This Policy regarding insider trading is not designed or intended to discourage the Covered Persons from investing in the Company’s securities; indeed, the Company encourages investment in its shares by its directors, officers and employees, and the directors, officers and employees of its subsidiaries and affiliates. This Policy creates a program and procedures to protect the Company and the Covered Persons from inadvertent violations of the policy and the laws against insider trading.
The Policy
Any Covered Person who is in possession of or who has knowledge of material, nonpublic information regarding or relating to the Company or any other company may not:
•engage in any transaction in the Company’s securities (other than pursuant to a pre-approved trading plan that complies with Rule 10b5-1 under the Securities Exchange Act of 1934);
•buy or sell derivative securities that are not issued by the Company, such as exchange-traded put or call options or swaps relating to the Company’s securities (“Derivative Securities”), including buying or selling Derivative Securities for hedging purposes;
•communicate such information to others;
•recommend the purchase or sale of any securities of the Company or assist anyone engaged in the foregoing activities; or
•in any other way, take advantage of such information.
Scope of the Policy
This Policy is drafted broadly and will be applied and interpreted in a similar manner. This Policy applies to all Covered Persons and Covered Persons are responsible for ensuring compliance with this Policy by family members residing with such Covered Person, anyone else living in such Covered Person’s household, and any family members not living with such Covered Person whose transactions in the Company’s securities are directed by such Covered Person, or subject to such Covered Person’s influence and control. The Secretary shall be responsible for the administration of this Policy. In the absence of the Secretary, responsibility for administering this Policy will rest with the Chief Executive Officer or such other employee as may be designated by the Secretary.

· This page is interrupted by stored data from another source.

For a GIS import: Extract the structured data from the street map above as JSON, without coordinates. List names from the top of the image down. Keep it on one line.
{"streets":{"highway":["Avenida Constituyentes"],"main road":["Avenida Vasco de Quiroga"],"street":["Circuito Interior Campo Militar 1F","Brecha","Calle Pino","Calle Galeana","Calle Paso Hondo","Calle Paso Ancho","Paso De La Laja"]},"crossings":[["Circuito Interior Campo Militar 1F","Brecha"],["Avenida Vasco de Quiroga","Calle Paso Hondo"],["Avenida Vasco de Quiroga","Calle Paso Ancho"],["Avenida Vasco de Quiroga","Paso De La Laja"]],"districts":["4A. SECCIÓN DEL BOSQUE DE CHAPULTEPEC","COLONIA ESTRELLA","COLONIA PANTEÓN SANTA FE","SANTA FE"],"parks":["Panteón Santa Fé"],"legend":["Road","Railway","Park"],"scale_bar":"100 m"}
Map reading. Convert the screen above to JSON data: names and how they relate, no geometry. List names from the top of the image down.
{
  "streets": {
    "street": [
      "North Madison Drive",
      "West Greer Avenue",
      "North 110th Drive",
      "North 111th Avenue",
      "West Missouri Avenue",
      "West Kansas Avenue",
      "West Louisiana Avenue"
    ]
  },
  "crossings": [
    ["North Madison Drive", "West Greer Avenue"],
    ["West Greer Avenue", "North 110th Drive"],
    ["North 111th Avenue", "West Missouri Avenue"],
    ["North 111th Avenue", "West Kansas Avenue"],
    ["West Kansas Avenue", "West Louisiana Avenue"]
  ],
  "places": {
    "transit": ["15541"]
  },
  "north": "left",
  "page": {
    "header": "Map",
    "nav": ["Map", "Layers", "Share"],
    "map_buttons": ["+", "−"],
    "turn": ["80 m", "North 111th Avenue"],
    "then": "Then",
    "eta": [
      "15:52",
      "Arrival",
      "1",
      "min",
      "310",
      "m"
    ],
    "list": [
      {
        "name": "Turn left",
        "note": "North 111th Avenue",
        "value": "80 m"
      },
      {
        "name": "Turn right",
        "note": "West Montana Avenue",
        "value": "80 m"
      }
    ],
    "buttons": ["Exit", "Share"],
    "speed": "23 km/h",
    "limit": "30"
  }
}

Legal Considerations Relating To Material, Nonpublic Information
Insider trading is a serious legal concern for both the Covered Persons and the Company. The law provides for significant civil and criminal penalties for insider trading violations.
Some of those penalties are imposed upon individuals who use material, nonpublic information for their own gain. Civil and criminal liability could also extend to a Covered Person who “tips” another person about material, nonpublic information where that person, in turn, buys or sells shares.
There is a wide range of potential sanctions for a person found to have engaged in insider trading. Besides requiring disgorgement of profits gained or losses avoided, the Securities and Exchange Commission (the “SEC”) may seek to impose a penalty on the person who committed the violation that shall not exceed three times the profit gained or loss avoided. The SEC may also impose a penalty of the greater of $1,000,000 or three times the profit gained or loss avoided on any person who directly or indirectly controlled the person who committed such violation. In addition, the federal government may seek a criminal fine of up to $5,000,000 and/or
20 years imprisonment (25 years if the conduct proven is fraudulent). By passing laws with strong criminal penalties, Congress has expressed its intent that each person convicted of insider trading serve a jail term.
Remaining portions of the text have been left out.